A version of this post first appeared on BecomeaLeader.org.

Mayor Bloomberg photo from Flickr. Some rights reserved by makeroadssafe. City Year photo from Flickr. Some rights reserved by cityyear.

Can We Save the Rich-Poor Life?

The cover story in the current Atlantic magazine asks, “Can the Middle Class be Saved?” and tells the sad story of the economic and social pain being felt by those who once thought themselves “safe.” It is the latest chapter in the chronicle of the fraying social contract that many Americans took for granted.

Library of Congress Photo courtesy of KansasPhoto (Flickr Creative Commons)

I have been thinking for some time about the gradual disappearance of what I call the “rich-poor” life. This is the life once lived by my grade school teachers who didn’t have a lot of money but who managed to be culturally rich. They traveled and brought their slides to school. They read books and saw films. They visited museums.  They were educated, sophisticated, and adventurous without being slaves to a job or worrying about health care. This was a life I always felt that I could live as a fall-back should I find myself in hard times. Now, I’m not so sure.

The rich-poor life depends upon public libraries, free nights at museums, public lectures, open rehearsals at the symphony, theater in the park, the parks themselves, and so much more. It needs quality public spaces and those “third places” where one can find a reasonably priced cup of coffee or glass of wine and spend an hour conversing. At a more fundamental level, it requires quality public schools so that people cultivate a taste for cultural exploration, an appreciation of nature, and a thirst to learn.

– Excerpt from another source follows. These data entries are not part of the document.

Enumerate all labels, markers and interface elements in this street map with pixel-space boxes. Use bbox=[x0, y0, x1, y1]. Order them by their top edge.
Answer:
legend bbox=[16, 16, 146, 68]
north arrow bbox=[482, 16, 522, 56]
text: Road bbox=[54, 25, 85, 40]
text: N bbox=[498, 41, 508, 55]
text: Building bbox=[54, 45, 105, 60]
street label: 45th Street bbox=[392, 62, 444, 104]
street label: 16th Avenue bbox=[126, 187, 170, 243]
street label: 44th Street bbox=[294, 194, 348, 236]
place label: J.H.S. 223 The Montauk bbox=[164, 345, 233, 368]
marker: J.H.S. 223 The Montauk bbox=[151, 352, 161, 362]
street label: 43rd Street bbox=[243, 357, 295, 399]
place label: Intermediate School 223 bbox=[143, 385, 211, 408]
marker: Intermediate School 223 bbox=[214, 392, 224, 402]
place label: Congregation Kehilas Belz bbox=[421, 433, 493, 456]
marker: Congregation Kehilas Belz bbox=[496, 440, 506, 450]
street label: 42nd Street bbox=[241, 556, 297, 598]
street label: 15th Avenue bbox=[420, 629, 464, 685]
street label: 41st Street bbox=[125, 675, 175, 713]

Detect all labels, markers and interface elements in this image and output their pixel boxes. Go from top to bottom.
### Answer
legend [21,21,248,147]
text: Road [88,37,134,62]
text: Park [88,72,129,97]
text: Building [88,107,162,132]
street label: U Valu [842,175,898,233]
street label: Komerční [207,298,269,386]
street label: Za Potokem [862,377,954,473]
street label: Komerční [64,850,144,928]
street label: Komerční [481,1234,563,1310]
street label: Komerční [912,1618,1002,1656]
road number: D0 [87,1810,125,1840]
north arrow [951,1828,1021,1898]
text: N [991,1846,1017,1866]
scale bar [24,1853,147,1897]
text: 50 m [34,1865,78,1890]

Each of these is under threat by our current economic downturn with funds dwindling and, more significant, a turning away from viewing social spending as necessary.

I may have a romantic view of the rich-poor life, thinking that I could survive happily in a small garret with my books, tea (OK, wine), and a subway pass. For many, however, these resources are critical for social mobility. It was for my parents and many other people of their generation. The library, the arboretum, the museum opened a view on the world that inspired them to study. They saw a better life and a way to get there. They saved and worked and strove.

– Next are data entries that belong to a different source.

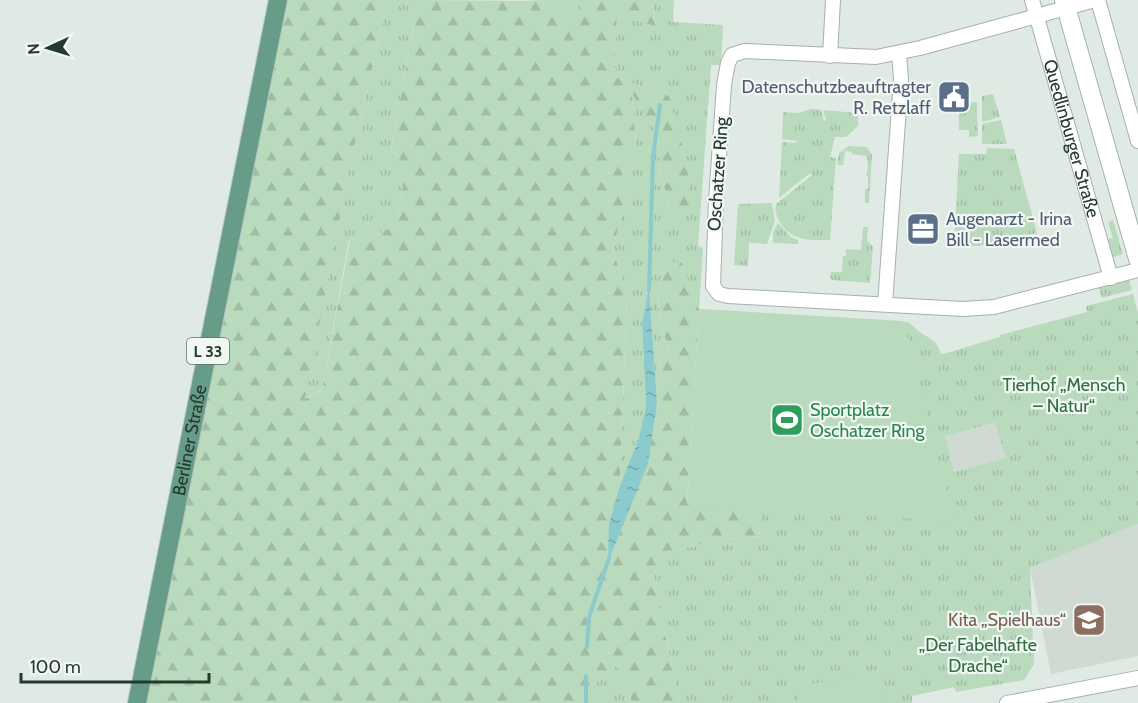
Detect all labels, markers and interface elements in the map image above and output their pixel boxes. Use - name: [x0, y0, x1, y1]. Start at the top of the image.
- north arrow: [18, 18, 78, 78]
- text: N: [24, 43, 43, 55]
- street label: Quedlinburger Straße: [1038, 57, 1104, 220]
- place label: Datenschutzbeauftragter R. Retzlaff: [742, 76, 931, 119]
- public building icon: Datenschutzbeauftragter R. Retzlaff: [936, 79, 972, 115]
- street label: Oschatzer Ring: [703, 115, 733, 232]
- place label: Augenarzt - Irina Bill - Lasermed: [946, 208, 1072, 251]
- office icon: Augenarzt - Irina Bill - Lasermed: [905, 211, 941, 247]
- road number: L 33: [187, 338, 229, 364]
- park label: Tierhof „Mensch – Natur“: [1002, 374, 1126, 417]
- street label: Berliner Straße: [168, 383, 212, 498]
- place label: Sportplatz Oschatzer Ring: [810, 399, 925, 442]
- sports icon: Sportplatz Oschatzer Ring: [769, 402, 805, 438]
- school or university icon: Kita „Spielhaus“: [1071, 602, 1107, 638]
- place label: Kita „Spielhaus“: [948, 609, 1066, 631]
- park label: „Der Fabelhafte Drache“: [919, 634, 1037, 677]
- scale bar: [21, 646, 208, 684]
- text: 100 m: [30, 656, 81, 678]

Instead we have been sold, and to be fair have happily bought, a poor-rich life full of easy credit and the mountains of stuff it makes possible: a new car leased every two years, acres of granite counter tops, and useless gee-gaws that give us a momentary purchase high.  We can’t live without 200 cable channels so that we can track every movement of the Kardashians (who are they and what do they actually do?).  We have failed to address the decline in public education in a meaningful way for more than a generation.  Household debt is up; social mobility is down. Unemployment is up and so is income inequality. Our public infrastructure is a shambles. We’ve quite willingly sold our collective soul to the company store.

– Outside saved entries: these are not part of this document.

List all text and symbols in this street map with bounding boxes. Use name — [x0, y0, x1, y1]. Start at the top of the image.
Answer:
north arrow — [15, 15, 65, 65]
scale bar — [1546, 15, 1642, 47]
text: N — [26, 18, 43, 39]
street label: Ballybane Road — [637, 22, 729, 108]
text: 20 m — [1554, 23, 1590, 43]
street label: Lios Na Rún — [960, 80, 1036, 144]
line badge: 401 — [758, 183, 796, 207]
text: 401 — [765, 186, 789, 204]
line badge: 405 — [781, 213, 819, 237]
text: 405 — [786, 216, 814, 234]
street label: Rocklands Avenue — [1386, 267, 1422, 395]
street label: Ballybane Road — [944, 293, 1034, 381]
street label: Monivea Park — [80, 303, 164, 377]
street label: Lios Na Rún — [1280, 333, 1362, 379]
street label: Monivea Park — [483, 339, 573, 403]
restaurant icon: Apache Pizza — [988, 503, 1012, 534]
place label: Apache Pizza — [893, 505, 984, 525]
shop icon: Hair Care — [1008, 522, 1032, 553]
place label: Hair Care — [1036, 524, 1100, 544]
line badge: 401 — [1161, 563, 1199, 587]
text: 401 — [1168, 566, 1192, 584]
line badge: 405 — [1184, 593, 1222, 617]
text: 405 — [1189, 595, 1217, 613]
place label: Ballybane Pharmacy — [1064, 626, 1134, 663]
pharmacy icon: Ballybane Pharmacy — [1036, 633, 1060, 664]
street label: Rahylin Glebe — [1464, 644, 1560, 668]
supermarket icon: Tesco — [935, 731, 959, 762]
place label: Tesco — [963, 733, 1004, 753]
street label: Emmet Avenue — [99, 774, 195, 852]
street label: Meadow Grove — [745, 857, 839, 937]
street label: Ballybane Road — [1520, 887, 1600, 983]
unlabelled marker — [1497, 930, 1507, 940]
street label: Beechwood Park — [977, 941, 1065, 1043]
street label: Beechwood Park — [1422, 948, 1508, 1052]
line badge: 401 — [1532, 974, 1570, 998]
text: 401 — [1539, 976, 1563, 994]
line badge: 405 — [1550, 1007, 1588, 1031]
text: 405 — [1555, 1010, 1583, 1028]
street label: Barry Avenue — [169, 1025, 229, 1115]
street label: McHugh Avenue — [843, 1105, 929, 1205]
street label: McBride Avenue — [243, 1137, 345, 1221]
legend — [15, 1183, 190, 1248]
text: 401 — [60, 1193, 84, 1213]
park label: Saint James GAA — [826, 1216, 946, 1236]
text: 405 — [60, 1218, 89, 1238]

This is not about the “nanny state.” This is about how much of our common wealth should be hidden behind a pay wall. Is there a certain amount of life that should be free or is it all going to be pay-to-play? I believe that making it possible to have an intellectually and culturally rich life at low or no cost is critical to the fabric of a healthy democracy and vibrant economy.

Is it that important, this rich-poor life? We have reached a point where it seems we cannot afford to be us. Or at least us as we’ve defined it over the past 20 years. We’ve just witnessed widespread rioting in London. When people at every economic strata cannot live satisfying lives, pressure builds and eventually bursts. When we hollow out life so that it is defined only in economic terms, it becomes expensive at best and impossible at worst for many people to find that satisfaction. That is a tragedy for  individuals and society as a whole if we wish them both to be sustainable and resilient.